**Work request**
Wherever a line in the data below holds "Daoiz", copy that line.

**Source data**

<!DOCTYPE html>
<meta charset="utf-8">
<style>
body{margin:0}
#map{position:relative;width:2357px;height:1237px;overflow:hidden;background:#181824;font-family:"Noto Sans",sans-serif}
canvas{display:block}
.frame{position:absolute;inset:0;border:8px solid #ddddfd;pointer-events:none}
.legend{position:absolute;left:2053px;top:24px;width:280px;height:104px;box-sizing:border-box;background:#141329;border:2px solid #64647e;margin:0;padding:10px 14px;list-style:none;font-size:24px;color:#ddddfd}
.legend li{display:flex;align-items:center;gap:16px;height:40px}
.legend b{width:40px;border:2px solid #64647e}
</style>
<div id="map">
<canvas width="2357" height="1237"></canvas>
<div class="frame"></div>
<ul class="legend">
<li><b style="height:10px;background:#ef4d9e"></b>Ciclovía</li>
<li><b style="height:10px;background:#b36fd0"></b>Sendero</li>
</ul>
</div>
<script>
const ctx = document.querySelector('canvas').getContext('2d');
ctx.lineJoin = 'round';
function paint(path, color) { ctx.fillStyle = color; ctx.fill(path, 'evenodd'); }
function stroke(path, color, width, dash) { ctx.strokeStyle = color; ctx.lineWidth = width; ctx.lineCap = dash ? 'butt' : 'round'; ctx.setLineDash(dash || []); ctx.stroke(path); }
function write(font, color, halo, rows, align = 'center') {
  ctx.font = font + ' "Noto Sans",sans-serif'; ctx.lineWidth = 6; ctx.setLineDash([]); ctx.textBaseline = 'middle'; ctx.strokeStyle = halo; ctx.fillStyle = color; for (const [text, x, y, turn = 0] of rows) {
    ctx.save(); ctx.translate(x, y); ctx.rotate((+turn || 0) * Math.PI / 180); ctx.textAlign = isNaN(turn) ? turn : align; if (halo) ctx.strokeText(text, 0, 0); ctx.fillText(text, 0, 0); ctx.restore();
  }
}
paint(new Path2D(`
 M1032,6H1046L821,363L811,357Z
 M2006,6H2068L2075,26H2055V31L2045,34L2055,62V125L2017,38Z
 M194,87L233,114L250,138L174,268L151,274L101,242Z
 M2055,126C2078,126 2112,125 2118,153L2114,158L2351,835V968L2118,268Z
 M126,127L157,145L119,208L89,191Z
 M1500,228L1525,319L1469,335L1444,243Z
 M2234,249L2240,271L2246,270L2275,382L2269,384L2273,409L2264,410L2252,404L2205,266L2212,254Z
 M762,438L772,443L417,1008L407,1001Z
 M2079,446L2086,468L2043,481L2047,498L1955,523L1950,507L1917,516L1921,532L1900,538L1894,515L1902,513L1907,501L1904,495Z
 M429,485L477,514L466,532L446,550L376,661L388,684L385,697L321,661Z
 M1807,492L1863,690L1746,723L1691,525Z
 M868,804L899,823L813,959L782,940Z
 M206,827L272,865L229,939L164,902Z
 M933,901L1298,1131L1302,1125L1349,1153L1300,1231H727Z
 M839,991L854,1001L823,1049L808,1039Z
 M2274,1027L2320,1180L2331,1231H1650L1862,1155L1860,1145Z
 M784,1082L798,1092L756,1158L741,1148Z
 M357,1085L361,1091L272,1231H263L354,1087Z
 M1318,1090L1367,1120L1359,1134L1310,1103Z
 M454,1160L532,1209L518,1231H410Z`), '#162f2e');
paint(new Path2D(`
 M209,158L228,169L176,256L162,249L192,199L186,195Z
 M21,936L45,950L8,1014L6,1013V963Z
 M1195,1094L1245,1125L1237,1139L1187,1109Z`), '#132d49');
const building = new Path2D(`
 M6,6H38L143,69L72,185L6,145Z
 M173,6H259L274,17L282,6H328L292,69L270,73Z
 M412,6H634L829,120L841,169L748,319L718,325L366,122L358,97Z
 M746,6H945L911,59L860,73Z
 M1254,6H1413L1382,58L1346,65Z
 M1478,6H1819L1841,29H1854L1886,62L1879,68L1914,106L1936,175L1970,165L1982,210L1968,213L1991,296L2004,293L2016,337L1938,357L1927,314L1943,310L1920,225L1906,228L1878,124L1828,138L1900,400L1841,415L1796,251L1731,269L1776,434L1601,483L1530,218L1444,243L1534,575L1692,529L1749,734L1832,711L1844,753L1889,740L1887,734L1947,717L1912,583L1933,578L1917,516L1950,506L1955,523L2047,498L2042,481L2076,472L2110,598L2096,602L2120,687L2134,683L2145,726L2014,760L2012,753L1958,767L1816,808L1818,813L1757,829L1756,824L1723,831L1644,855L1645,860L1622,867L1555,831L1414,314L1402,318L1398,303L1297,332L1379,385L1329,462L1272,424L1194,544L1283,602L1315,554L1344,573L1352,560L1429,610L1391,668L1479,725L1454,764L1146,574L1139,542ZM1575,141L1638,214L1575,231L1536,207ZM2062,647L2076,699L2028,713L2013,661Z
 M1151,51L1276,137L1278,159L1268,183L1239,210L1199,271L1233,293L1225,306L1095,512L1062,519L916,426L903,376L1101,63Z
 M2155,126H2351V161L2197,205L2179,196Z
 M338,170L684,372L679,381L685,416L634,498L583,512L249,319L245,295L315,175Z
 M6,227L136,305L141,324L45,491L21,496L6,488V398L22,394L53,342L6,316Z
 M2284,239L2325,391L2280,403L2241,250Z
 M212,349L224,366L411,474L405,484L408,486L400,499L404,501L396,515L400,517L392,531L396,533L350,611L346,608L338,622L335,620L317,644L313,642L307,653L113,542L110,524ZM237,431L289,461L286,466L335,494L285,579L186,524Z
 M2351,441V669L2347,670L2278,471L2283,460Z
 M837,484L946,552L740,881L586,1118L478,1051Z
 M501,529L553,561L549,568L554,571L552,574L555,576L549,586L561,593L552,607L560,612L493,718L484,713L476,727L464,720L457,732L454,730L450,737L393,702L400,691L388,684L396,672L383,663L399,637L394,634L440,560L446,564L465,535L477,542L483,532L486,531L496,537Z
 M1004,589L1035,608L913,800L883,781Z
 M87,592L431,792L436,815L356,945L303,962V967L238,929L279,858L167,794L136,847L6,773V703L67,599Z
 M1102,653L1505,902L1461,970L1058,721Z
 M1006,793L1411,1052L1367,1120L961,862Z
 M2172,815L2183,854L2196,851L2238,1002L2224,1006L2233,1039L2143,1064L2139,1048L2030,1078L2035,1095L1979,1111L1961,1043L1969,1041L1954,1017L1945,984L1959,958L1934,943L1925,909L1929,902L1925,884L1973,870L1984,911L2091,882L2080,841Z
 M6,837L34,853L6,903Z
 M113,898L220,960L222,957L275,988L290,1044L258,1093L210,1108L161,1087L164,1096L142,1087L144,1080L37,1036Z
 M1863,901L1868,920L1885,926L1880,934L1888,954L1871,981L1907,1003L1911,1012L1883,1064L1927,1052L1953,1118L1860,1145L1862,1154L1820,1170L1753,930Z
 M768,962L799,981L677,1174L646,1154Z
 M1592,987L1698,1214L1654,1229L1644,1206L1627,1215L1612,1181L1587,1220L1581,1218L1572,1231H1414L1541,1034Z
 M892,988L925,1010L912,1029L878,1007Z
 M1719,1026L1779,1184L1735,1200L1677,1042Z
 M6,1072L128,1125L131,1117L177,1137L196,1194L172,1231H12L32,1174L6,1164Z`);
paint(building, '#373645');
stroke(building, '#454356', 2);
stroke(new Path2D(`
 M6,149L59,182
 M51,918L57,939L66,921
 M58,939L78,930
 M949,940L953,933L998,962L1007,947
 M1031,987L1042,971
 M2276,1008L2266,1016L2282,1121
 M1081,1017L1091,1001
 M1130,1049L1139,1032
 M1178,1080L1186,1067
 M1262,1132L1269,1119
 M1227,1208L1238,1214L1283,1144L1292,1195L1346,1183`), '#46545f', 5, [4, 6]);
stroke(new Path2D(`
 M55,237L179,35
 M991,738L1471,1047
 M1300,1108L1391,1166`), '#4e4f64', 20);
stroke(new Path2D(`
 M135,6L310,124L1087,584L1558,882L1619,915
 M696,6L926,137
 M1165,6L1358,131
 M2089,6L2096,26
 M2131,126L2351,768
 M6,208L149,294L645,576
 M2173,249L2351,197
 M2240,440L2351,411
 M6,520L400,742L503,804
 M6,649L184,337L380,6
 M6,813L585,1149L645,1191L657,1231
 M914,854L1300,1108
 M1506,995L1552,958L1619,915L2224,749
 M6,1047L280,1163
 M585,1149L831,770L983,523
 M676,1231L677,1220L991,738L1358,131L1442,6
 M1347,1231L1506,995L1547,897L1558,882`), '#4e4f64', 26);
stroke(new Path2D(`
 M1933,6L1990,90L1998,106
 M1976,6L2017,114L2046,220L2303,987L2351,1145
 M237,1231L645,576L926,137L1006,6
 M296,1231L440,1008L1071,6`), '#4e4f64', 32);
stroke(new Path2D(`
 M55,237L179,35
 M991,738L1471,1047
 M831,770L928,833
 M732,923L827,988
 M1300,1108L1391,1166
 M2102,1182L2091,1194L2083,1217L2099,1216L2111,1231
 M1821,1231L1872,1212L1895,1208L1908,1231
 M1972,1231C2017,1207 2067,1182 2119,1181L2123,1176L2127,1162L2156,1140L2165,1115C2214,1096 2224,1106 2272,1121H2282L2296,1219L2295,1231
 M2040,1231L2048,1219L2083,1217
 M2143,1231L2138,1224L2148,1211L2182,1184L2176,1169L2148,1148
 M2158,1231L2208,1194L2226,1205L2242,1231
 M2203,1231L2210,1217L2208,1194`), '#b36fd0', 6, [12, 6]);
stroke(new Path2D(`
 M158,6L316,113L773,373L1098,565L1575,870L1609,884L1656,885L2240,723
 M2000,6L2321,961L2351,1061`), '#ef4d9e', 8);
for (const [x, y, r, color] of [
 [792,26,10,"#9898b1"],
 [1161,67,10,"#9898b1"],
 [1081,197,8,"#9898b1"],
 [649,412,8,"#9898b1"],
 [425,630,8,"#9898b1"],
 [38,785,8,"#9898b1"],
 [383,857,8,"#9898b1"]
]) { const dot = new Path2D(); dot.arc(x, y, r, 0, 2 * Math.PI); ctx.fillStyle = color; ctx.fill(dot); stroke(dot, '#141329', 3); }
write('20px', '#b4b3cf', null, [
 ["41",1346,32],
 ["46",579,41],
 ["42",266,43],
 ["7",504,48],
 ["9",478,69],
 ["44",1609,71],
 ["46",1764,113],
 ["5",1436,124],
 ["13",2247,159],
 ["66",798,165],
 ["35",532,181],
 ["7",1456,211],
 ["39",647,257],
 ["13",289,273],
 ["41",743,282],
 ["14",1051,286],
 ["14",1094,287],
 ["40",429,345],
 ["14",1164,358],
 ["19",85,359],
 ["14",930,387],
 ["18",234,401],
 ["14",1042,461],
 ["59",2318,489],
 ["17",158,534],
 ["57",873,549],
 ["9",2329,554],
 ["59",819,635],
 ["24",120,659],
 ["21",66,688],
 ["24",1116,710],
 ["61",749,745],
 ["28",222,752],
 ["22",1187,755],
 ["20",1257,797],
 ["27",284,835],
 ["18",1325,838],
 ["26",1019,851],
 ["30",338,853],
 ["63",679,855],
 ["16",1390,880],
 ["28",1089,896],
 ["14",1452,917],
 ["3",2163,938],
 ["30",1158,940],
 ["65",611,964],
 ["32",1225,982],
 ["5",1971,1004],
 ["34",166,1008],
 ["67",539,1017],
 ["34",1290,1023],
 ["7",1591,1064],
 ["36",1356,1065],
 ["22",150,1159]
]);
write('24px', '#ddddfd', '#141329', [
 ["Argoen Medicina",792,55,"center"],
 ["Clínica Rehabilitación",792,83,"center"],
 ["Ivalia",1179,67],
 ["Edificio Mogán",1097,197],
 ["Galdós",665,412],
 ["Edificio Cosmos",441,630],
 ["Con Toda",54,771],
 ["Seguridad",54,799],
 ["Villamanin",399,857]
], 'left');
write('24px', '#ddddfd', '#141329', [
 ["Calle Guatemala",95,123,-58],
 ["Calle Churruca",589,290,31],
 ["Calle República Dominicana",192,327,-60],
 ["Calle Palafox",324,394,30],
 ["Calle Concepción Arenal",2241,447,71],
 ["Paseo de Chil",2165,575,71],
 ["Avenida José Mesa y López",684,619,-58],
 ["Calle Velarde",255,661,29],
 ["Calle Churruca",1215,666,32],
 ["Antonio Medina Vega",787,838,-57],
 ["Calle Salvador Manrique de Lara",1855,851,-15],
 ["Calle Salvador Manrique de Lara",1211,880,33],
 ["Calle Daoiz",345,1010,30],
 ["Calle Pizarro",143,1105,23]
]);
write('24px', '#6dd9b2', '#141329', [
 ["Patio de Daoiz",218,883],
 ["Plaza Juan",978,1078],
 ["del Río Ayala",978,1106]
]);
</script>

**Task solution**
 ["Calle Daoiz",345,1010,30],
 ["Patio de Daoiz",218,883],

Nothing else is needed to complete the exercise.